In practice failover would look like the following:
- We flip the puppet variable to point to the new active host
- Puppet runs on the now-active host, IP moves and the NFS server is started. Puppet enables the required systemd units to be active now and at boot
- Puppet runs on the previously-active host, stops NFS server and stops announcing the IP address. Also disables systemd units so they don't come up at boot
There is an obvious race between puppet runs, which we break by making IP announcement + NFS server start depend on being able to acquire an etcd lock. We effectively serialize Puppet runs to wait for the lock to be released on the previously-active host before moving over the IP address and start NFS server.

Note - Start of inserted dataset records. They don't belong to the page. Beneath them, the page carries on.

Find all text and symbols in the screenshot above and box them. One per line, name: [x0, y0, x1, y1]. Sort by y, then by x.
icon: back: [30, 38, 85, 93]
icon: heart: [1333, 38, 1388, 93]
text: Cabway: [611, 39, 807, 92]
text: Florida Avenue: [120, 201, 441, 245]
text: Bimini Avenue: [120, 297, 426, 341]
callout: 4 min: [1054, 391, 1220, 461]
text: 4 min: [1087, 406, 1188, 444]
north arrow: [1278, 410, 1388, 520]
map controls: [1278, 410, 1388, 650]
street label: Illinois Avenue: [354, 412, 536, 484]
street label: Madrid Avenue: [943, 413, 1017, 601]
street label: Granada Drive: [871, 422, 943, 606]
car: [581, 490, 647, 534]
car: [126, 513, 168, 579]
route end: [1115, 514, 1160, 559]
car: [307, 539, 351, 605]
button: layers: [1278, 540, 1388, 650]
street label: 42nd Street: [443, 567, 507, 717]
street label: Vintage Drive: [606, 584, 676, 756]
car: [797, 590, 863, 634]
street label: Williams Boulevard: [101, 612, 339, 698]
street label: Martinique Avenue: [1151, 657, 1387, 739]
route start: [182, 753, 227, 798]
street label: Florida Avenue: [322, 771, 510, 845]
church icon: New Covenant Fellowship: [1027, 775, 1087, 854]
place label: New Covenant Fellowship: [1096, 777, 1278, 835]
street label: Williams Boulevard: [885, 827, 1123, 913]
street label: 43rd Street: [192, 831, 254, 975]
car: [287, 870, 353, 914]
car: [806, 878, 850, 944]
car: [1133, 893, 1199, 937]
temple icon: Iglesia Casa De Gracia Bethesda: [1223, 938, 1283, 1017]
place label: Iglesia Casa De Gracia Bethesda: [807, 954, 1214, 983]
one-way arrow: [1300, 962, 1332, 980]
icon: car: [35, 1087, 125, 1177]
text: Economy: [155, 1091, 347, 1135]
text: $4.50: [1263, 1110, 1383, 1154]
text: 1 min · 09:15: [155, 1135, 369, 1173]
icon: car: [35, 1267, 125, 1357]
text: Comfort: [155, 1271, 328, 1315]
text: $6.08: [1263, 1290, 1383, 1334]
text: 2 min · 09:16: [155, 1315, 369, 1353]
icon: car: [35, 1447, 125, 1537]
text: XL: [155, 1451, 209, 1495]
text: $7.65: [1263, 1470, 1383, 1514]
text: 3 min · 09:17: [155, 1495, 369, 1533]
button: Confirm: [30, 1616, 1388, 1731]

Doing serialization this way also takes care of the situation when the active host is hard-down for long periods of time e.g. hardware failure and we failover while the active host is down:
- Active host is hard-down
- We failover in puppet, the lock can be acquired and thus IP + NFS move over on the now-active host
- At some point the previously-active host comes back before Puppet has a chance to run, tries to acquire the lock and fails
- Puppet now has a chance to run on the host that just came back and disables the IP + NFS server units for good
We do depend on existing etcd for failover to happen, although I think that is acceptable given etcd's track record in production. We will also devise mechanisms to easily override the lock in case of manual failover.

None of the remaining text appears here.